The authors would like to thank the members of the Hospital Universitario Central de Asturias Human Tissue Biobank for their technical support and Ángela García-González for the statistical review of the study.
Neoadjuvant therapy with chemoradiation (CRT) improves local control and reduces toxicity compared to postoperative therapies. CRT is superior in terms of local recurrence and acute toxicity. Around 60% of these patients experience some degree of tumor regression, but only a minor percentage will show pathologic complete response. The response of the primary tumor to neoadjuvant therapy, measured by tumor regression grading seems to be a good prognostic factor, nevertheless this relationship is controversial.
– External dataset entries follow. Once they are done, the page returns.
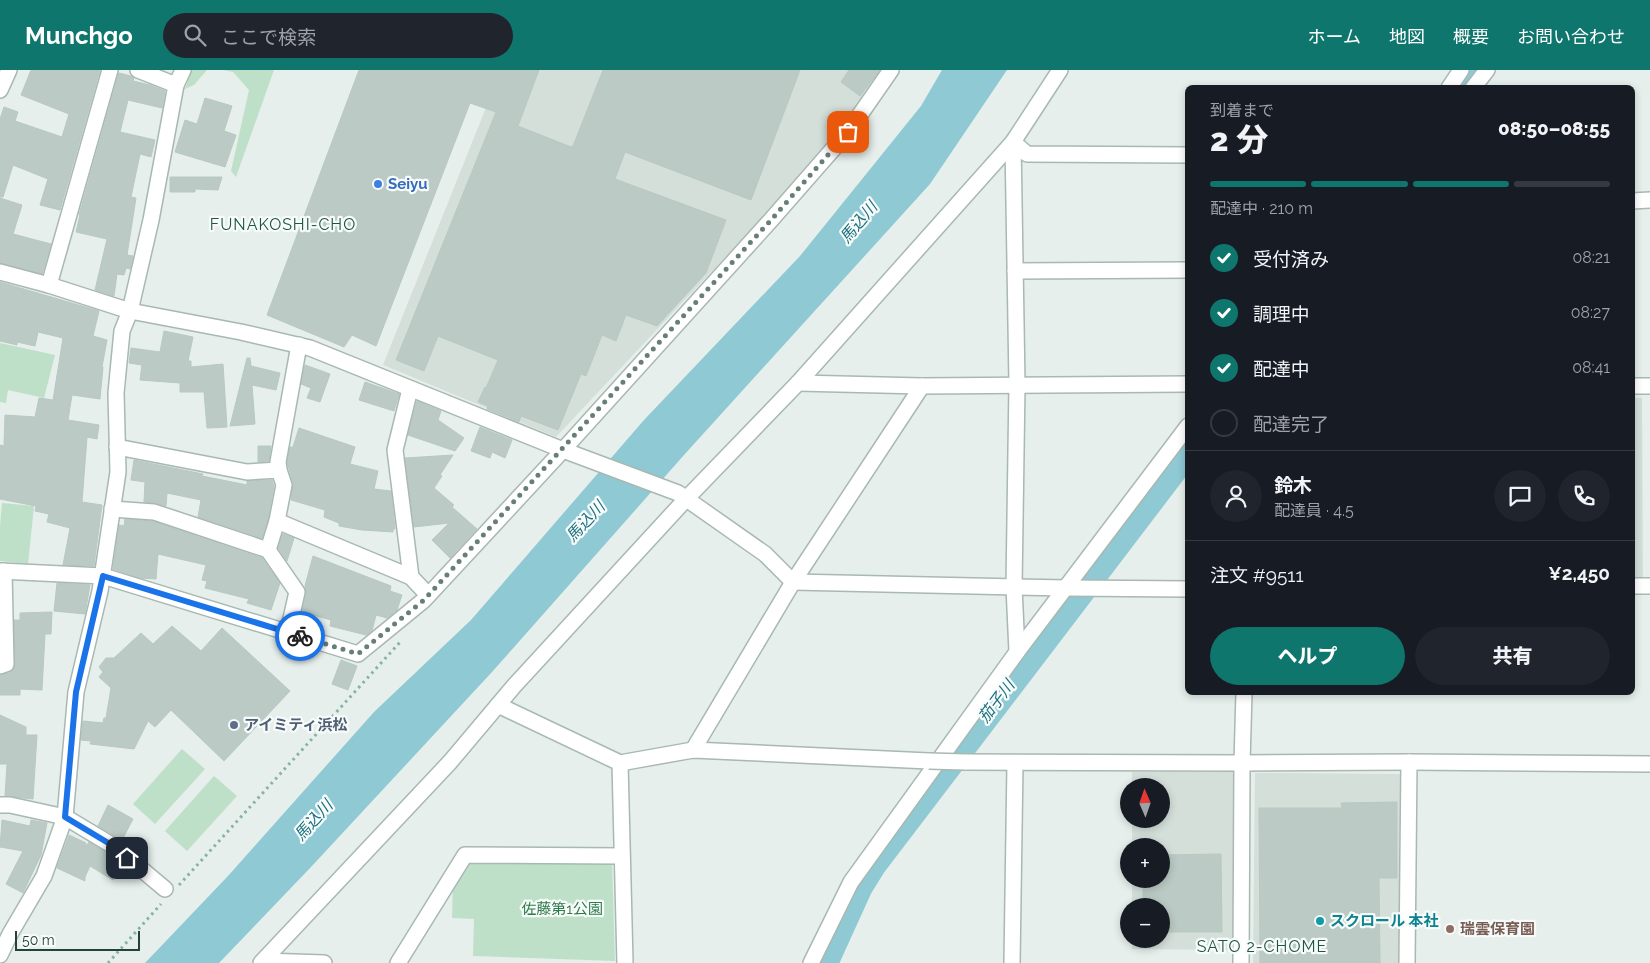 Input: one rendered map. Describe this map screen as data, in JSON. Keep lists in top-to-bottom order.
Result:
{
  "districts": ["FUNAKOSHI-CHO", "SATO 2-CHOME"],
  "water": ["馬込川", "茄子川"],
  "parks": ["佐藤第1公園"],
  "places": [
    "Seiyu",
    "アイミティ浜松",
    "スクロール 本社",
    "瑞雲保育園"
  ],
  "scale_bar": "50 m",
  "north": "top",
  "page": {
    "header": "Munchgo",
    "search": "ここで検索",
    "nav": [
      "ホーム",
      "地図",
      "概要",
      "お問い合わせ"
    ],
    "heading": ["2 分", "到着まで", "08:50–08:55"],
    "panel": [
      "鈴木",
      "配達員 · 4.5",
      "注文 #9511",
      "¥2,450"
    ],
    "bar": "配達中 · 210 m",
    "list": [
      ["受付済み", "08:21"],
      ["調理中", "08:27"],
      ["配達中", "08:41"],
      "配達完了"
    ],
    "buttons": ["ヘルプ", "共有"],
    "map_buttons": ["+", "−"],
    "scale": "50 m"
  }
}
One of the most important prognostic factors is lymph node stage, but its relationship with the response to neoadyuvant therapy has not been studied extensively.
This is a study to establish the relationship between lymph node involvement and the response to neoadjuvant CRT in locally advanced rectal cancer.
In the series the response to neoadjuvant CRT in locally advanced rectal cancer is correlated with lymph node involvement in the surgical specimens. TRG therefore could have clinical implications in the future in order to provide tailored therapies.
T-downstaging, evidenced by TNM staging, is defined as the reduction of at least one T level measured initially by endorectal ultrasound and/or pelvic magnetic resonance imaging and finally by pathological evaluation. Pathologic complete response is defined as the absence of tumor cells in the surgical specimen.
This work describes the efficacy of chemoradiation therapy in local advanced rectal cancer and concludes that lymph node metastasis is associated with the treatment failure. The writing is good and the conclusion is considerable.